Congressional Dems See Red in New York
Congressional Dems See Red in New York
In City & State’s preview of the competitive House of Representatives races back in May, DCCC Chair Steve Israel identified several toss-up seats. Not among them was the Rochester area seat held by 28-year incumbent Rep. Louise Slaughter, who finds herself ahead by just 582 votes in a race remains too close to call.
Election night turned into a bad dream for Rep. Israel. All the seats Israel had identified as potential pick-ups turned into Republican blowouts. And the Democrats ended up playing defense across the state—and failing in most places. In all, at least two Democratic incumbents went down to defeat, with two others clinging to leads in races still too close to call.
Here’s a quick recap of the close races and how they played out:
NY-1 – Rep. Tim Bishop survived difficult challenges in 2010 and 2012, but this time he couldn’t fend off state Sen. Lee Zeldin. The Army major ended up winning the Long Island district by nearly 10 points, sending Bishop packing after six terms in Congress.
NY-4 – In one of the few bright spots of the evening for New York’s Democratic congressional delegation Nassau County District Attorney Kathleen Rice easily defeated Republican Bruce Blakeman by nearly 30 points.
NY-11 – Despite being under federal indictment and receiving no financial support from national Republicans, Rep. Michael Grimm coasted to reelection in the Staten Island and Brooklyn district he represents. With 100 percent of precinct reporting, Grimm topped his Democratic challenger, former City Councilman Domenic Recchia, by more than 13 points. Next up: Grimm’s trial for wire, mail and health care fraud begins in February.
NY-18 – In a rematch of the lower Hudson Valley district, incumbent Democrat Rep. Sean Patrick Maloney is leading former Rep. Nan Hayworth by 2,790 votes, 49.6 percent to 48 percent. The Hayworth campaign issued a statement around midnight declaring, “The race is too close to call and the ballots have been impounded as the Maloney campaign requested over the weekend. They knew the race was incredibly close, and we agree.” During the campaign, Maloney received the endorsement of several Republicans in the district, which may have helped him stave off the powerful GOP wave nationwide.
NY-19 – Rep. Chris Gibson is heading back to D.C. after an easy election night victory over Sean Eldridge, the spouse of Facebook Co-Founder Chris Hughes. Gibson secured 65 percent of the vote, an absolute drubbing considering that this was a seat that national Democrats had set their sights on flipping earlier this year.
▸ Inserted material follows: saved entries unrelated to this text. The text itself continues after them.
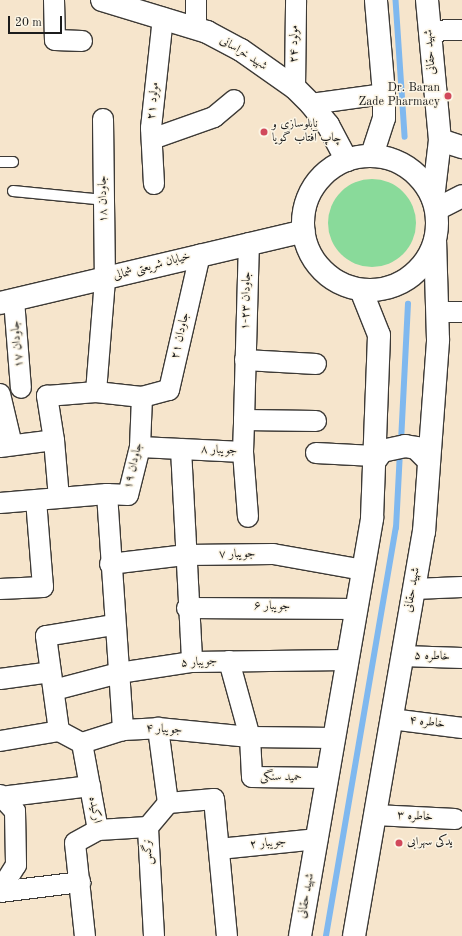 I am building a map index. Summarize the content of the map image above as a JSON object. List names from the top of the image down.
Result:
{
  "streets": {
    "main road": ["شهید حقانی", "شهید خراسانی", "خیابان شریعتی شمالی"],
    "street": [
      "مولود ۲۴",
      "مولود ۲۱",
      "جاودان ۱۸",
      "جاودان ۲۳-۱",
      "جاودان ۲۱",
      "جاودان ۱۷",
      "جویبار ۸",
      "جاودان ۱۹",
      "جویبار ۷",
      "جویبار ۶",
      "خاطره ۵",
      "جویبار ۵",
      "خاطره ۴",
      "جویبار ۴",
      "حمید سنگی",
      "ارکیده",
      "خاطره ۳",
      "جویبار ۲",
      "نرگس"
    ]
  },
  "crossings": [
    ["مولود ۲۴", "شهید خراسانی"],
    ["شهید حقانی", "شهید خراسانی"],
    ["شهید حقانی", "خیابان شریعتی شمالی"],
    ["شهید حقانی", "جویبار ۷"],
    ["شهید حقانی", "جویبار ۶"],
    ["شهید حقانی", "خاطره ۵"],
    ["شهید حقانی", "جویبار ۵"],
    ["شهید حقانی", "خاطره ۴"],
    ["شهید حقانی", "جویبار ۴"],
    ["شهید حقانی", "حمید سنگی"],
    ["شهید حقانی", "خاطره ۳"],
    ["شهید حقانی", "جویبار ۲"],
    ["شهید خراسانی", "مولود ۲۱"],
    ["شهید خراسانی", "خیابان شریعتی شمالی"],
    ["جاودان ۱۸", "خیابان شریعتی شمالی"],
    ["خیابان شریعتی شمالی", "جاودان ۲۳-۱"],
    ["خیابان شریعتی شمالی", "جاودان ۲۱"],
    ["خیابان شریعتی شمالی", "جاودان ۱۷"],
    ["جاودان ۲۳-۱", "جویبار ۸"],
    ["جاودان ۲۱", "جاودان ۱۹"],
    ["جویبار ۸", "جاودان ۱۹"],
    ["جاودان ۱۹", "جویبار ۷"],
    ["جاودان ۱۹", "جویبار ۵"],
    ["جویبار ۴", "حمید سنگی"],
    ["جویبار ۴", "ارکیده"]
  ],
  "places": ["Dr. Baran Zade Pharmacy", "نابلوسازی و چاپ آفتاب گویا", "یدکی سهرابی"],
  "scale_bar": "20 m"
} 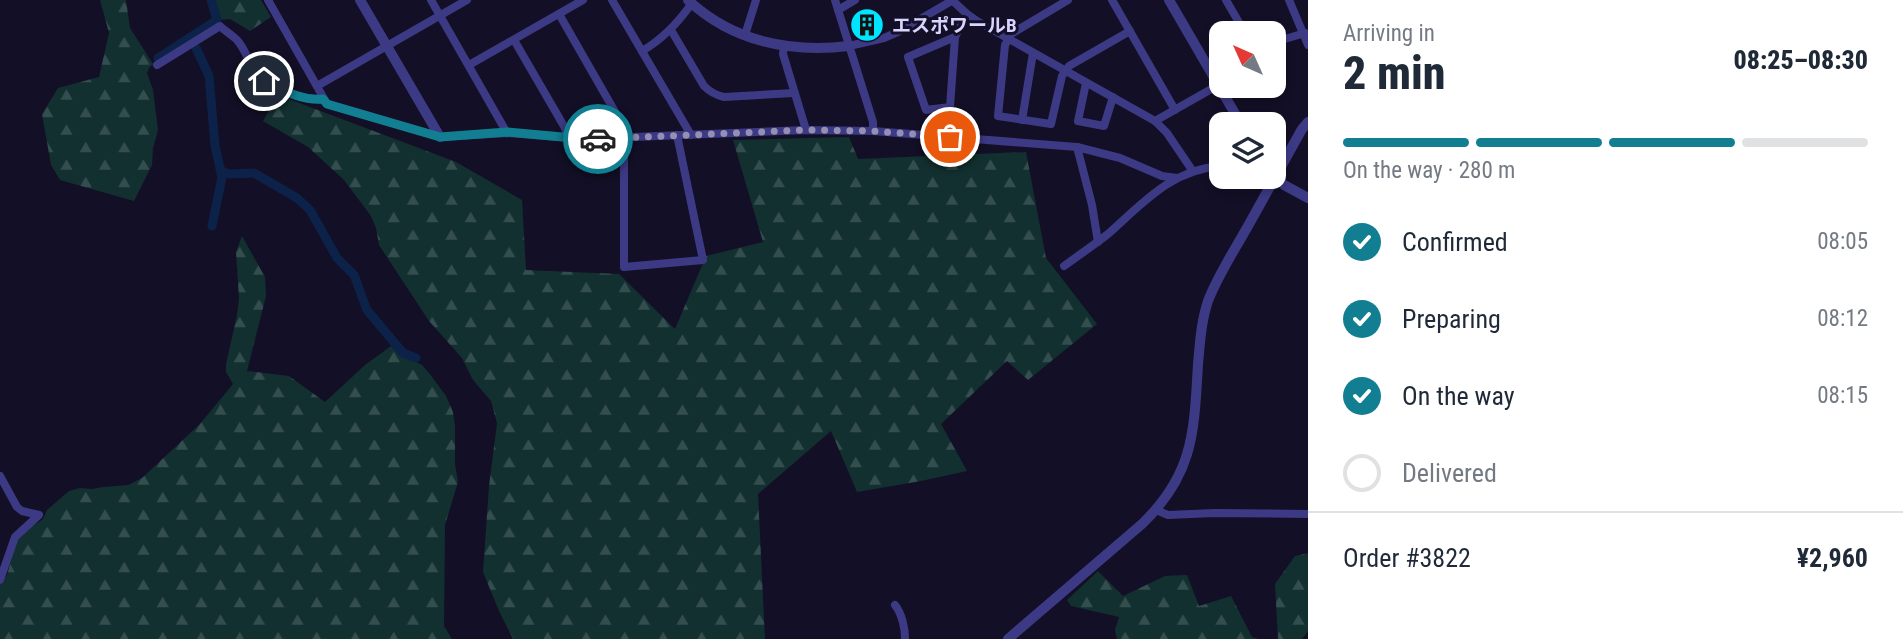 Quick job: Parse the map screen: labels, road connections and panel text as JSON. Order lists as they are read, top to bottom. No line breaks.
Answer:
{"places":{"building":["エスポワールB"]},"north":"top left","page":{"heading":["2 min","Arriving in","08:25–08:30"],"panel":["Order #3822","¥2,960"],"bar":"On the way · 280 m","list":[["Confirmed","08:05"],["Preparing","08:12"],["On the way","08:15"],"Delivered"]}}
NY-21 – In the North Country, Democrats lost the seat currently held by Rep. Bill Owens, who did not seek re-election. Republican Elise Stefanik cruised to victory by over 21 points in a three-way race with Democrat Aaron Woolf and Green Party candidate Matthew Funiciello.
NY-24 – Democrats also dropped a seat in Central New York. Incumbent Rep. Dan Maffei was beaten handily by his Republican challenger, former federal prosecutor John Katko, 59.9 percent to 40.1 percent with 99.7 percent of precincts reporting. In the final weeks of the campaign Vice President Joe Biden and former President Bill Clinton both campaigned for Maffei, but their efforts were to no avail. This is the second time Maffei has lost the seat in the past four years. After being elected in 2008, he was defeated in 2010 by Ann Marie Buerkle, and then won the seat back from her in 2012.
NY-25 – Rep. Louise Slaughter has represented the Rochester area in Congress since 1987. She is the ranking Democratic member on the House Rules Committee. And going into tonight, no one thought she was in the slightest bit of trouble. But a strong Republican turnout in Monroe County, where Rob Astorino beat Andrew Cuomo, propelled her GOP challenger, Gates Town Supervisor Mark Assini to within 582 votes of Slaughter. Percentage-wise that breaks down to 50.2 percent to 49.8 percent, far close enough that Assini has declined to concede. Assini told the Democrat & Chronicle, “I think when all absentee ballots are counted, we’ll have won the closest race in congressional history in Monroe County.”